─── Working data

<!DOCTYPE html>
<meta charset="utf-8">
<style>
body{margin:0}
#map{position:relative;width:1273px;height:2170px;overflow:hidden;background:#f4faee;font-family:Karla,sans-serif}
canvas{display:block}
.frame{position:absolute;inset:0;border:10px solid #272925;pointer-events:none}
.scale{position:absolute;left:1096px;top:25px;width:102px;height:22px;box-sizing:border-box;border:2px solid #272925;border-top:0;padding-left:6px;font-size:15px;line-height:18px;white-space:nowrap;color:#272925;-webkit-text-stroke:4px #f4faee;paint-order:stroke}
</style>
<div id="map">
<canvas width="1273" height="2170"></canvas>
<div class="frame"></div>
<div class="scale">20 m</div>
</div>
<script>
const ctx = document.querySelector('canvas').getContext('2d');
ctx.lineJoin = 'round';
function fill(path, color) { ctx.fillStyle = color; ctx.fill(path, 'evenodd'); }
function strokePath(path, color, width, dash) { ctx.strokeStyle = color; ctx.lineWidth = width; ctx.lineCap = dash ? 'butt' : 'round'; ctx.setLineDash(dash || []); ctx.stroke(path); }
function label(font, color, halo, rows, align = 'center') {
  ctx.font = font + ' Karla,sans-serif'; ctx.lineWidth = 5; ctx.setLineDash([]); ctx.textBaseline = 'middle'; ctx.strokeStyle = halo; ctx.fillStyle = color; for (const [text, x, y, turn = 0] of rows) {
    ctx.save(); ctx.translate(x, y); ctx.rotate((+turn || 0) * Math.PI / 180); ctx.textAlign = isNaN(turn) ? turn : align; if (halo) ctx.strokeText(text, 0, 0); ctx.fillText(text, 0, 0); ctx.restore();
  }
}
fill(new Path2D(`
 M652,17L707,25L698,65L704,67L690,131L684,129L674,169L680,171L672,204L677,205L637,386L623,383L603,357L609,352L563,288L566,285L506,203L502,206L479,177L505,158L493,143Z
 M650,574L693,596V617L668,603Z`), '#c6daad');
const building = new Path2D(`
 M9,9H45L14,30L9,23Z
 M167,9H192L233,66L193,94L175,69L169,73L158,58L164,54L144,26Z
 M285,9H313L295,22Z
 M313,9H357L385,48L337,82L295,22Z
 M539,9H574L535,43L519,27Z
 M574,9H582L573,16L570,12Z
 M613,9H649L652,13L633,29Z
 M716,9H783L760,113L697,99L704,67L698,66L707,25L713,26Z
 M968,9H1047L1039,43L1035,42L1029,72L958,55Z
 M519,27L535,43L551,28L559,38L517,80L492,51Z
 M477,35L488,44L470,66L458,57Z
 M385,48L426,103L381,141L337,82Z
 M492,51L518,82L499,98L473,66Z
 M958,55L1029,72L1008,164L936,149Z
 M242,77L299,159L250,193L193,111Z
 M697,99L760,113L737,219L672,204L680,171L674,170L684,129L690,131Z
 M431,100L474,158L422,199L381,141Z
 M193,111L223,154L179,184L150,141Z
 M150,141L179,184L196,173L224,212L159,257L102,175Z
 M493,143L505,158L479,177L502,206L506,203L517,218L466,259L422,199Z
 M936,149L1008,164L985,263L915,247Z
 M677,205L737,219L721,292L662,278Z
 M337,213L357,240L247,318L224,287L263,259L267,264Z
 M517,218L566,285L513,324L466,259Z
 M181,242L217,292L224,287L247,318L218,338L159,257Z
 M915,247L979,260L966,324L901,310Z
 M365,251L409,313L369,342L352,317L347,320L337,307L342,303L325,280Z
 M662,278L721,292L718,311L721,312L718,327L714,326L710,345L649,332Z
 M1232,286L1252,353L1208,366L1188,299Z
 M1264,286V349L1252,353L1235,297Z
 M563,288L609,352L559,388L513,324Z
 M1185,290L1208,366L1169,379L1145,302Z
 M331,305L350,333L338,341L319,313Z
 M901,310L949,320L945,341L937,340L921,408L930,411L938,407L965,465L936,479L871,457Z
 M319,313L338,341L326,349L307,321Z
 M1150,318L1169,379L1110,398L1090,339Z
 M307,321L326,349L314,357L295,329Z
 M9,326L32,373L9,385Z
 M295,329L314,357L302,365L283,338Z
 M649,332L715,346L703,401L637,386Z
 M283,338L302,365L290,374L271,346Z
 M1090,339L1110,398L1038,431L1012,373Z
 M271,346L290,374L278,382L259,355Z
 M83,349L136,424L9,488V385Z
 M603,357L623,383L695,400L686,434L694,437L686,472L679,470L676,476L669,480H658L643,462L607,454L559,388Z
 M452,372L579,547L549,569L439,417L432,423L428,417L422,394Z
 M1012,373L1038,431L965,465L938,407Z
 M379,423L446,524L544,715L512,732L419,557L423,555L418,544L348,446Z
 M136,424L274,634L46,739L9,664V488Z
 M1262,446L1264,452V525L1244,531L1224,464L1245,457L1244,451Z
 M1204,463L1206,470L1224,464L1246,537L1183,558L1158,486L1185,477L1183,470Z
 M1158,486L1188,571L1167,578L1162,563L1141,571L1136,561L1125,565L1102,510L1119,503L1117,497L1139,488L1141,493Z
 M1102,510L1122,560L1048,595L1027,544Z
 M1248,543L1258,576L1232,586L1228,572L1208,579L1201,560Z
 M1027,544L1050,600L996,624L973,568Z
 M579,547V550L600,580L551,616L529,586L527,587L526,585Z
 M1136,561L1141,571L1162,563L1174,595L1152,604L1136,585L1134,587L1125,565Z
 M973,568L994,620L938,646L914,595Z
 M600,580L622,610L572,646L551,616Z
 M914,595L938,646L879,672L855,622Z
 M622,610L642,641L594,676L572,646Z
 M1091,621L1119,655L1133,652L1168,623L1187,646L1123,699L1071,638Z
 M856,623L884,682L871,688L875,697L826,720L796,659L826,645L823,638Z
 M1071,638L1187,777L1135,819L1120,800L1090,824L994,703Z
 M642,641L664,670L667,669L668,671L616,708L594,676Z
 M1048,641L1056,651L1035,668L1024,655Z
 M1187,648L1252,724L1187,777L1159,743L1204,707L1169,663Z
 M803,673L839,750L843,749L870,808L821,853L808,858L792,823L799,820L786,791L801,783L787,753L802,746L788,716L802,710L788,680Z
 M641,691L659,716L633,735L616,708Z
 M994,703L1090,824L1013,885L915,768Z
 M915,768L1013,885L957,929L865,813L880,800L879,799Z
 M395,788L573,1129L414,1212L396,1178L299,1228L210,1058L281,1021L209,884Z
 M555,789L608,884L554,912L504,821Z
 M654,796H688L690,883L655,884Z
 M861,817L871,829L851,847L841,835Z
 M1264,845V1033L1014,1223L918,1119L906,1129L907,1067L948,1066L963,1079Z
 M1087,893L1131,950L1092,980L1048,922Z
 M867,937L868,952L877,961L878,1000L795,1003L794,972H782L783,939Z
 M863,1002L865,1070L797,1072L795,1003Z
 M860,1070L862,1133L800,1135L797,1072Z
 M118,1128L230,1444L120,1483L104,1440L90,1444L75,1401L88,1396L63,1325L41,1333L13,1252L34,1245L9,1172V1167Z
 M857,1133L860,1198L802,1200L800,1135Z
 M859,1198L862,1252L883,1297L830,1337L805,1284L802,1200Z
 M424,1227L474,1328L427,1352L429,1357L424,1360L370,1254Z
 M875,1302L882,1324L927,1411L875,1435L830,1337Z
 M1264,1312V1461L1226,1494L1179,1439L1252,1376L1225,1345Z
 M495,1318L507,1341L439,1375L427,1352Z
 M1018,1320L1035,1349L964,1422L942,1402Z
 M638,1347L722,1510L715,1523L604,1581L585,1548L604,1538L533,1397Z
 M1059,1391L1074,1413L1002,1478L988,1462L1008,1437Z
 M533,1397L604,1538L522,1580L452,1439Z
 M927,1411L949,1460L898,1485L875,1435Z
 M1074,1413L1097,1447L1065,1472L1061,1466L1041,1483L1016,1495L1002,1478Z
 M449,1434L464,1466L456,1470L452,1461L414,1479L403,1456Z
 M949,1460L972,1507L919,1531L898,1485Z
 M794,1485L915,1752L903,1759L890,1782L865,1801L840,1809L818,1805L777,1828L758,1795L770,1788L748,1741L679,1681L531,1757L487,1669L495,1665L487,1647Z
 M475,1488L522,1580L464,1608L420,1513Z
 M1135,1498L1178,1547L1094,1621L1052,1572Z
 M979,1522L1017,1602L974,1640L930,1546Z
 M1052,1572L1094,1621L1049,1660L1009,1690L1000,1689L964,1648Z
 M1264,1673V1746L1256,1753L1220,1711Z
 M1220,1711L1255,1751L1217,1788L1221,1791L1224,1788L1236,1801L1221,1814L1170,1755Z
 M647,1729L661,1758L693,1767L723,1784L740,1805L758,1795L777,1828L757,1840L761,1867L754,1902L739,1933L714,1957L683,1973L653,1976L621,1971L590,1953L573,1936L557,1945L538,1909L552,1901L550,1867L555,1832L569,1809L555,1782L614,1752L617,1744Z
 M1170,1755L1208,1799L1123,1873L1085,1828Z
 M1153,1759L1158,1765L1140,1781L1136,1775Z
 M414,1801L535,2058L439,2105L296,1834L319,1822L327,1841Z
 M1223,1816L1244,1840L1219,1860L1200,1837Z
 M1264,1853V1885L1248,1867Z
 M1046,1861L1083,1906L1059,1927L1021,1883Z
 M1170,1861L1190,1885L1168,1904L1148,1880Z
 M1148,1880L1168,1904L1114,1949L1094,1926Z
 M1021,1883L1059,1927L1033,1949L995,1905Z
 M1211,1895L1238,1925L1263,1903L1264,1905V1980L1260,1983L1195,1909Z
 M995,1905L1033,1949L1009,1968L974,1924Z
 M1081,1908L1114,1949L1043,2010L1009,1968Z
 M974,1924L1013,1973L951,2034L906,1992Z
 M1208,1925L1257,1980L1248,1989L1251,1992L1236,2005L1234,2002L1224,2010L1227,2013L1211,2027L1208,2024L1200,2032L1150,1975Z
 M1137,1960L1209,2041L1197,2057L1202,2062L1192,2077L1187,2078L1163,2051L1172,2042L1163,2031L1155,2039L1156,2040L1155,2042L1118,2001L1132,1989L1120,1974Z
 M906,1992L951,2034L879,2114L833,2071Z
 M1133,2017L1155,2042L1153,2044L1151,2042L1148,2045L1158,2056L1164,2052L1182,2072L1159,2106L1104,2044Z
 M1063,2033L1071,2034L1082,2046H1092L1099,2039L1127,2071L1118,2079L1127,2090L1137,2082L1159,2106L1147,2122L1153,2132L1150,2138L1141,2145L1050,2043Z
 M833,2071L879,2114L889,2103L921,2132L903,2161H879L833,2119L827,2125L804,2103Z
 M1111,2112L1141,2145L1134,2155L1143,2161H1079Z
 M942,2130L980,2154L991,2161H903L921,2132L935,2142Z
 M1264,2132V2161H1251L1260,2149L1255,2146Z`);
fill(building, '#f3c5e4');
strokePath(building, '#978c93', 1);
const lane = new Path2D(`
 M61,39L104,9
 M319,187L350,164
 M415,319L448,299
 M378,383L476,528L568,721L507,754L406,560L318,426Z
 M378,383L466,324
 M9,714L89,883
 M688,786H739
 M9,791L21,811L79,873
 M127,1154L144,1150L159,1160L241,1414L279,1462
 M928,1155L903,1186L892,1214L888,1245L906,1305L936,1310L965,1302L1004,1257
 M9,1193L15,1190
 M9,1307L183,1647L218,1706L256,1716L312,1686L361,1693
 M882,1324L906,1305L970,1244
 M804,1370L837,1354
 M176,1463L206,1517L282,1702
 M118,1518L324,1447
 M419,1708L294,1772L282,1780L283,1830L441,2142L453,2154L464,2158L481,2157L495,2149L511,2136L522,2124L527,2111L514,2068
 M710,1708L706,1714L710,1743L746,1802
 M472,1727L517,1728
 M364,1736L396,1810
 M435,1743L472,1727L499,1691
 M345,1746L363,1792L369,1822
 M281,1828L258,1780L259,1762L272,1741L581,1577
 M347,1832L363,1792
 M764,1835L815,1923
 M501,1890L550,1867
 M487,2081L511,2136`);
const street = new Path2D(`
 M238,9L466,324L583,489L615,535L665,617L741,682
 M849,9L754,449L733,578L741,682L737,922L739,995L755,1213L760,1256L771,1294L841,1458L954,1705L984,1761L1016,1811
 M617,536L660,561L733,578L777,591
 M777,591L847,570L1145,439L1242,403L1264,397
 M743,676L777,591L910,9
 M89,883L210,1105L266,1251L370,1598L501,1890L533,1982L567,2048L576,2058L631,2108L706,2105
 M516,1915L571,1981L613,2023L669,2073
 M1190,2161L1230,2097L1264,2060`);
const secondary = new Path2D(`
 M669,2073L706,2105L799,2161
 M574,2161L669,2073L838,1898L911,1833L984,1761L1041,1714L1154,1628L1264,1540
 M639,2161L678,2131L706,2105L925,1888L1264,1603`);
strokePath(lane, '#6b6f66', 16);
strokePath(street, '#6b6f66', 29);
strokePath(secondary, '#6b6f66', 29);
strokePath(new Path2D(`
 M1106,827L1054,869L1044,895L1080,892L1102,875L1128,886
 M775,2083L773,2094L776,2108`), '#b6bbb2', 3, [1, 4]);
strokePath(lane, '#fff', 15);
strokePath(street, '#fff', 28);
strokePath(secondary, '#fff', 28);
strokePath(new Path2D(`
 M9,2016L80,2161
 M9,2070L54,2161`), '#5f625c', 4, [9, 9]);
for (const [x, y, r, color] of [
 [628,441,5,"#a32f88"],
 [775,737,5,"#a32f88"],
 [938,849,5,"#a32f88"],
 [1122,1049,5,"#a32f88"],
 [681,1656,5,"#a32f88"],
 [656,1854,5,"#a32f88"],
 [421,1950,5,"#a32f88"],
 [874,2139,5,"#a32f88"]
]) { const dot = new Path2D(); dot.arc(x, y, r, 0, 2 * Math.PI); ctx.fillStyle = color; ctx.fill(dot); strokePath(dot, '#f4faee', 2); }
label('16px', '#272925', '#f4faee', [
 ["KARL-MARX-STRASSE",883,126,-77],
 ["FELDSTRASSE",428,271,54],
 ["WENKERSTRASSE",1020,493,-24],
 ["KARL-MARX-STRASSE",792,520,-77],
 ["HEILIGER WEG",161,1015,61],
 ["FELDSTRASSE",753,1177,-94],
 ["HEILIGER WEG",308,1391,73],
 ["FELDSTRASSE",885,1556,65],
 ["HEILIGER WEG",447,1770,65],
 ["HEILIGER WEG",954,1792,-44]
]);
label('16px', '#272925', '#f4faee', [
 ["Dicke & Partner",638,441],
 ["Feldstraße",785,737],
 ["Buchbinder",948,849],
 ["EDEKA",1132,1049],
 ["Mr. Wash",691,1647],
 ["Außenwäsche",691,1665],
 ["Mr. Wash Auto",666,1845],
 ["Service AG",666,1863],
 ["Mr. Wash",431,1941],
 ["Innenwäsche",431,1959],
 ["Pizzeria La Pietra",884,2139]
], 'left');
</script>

──────

### Goal of the exercise
Locate and copy each line in the data above that includes the word "rows".

### Answer section
function label(font, color, halo, rows, align = 'center') {
  ctx.font = font + ' Karla,sans-serif'; ctx.lineWidth = 5; ctx.setLineDash([]); ctx.textBaseline = 'middle'; ctx.strokeStyle = halo; ctx.fillStyle = color; for (const [text, x, y, turn = 0] of rows) {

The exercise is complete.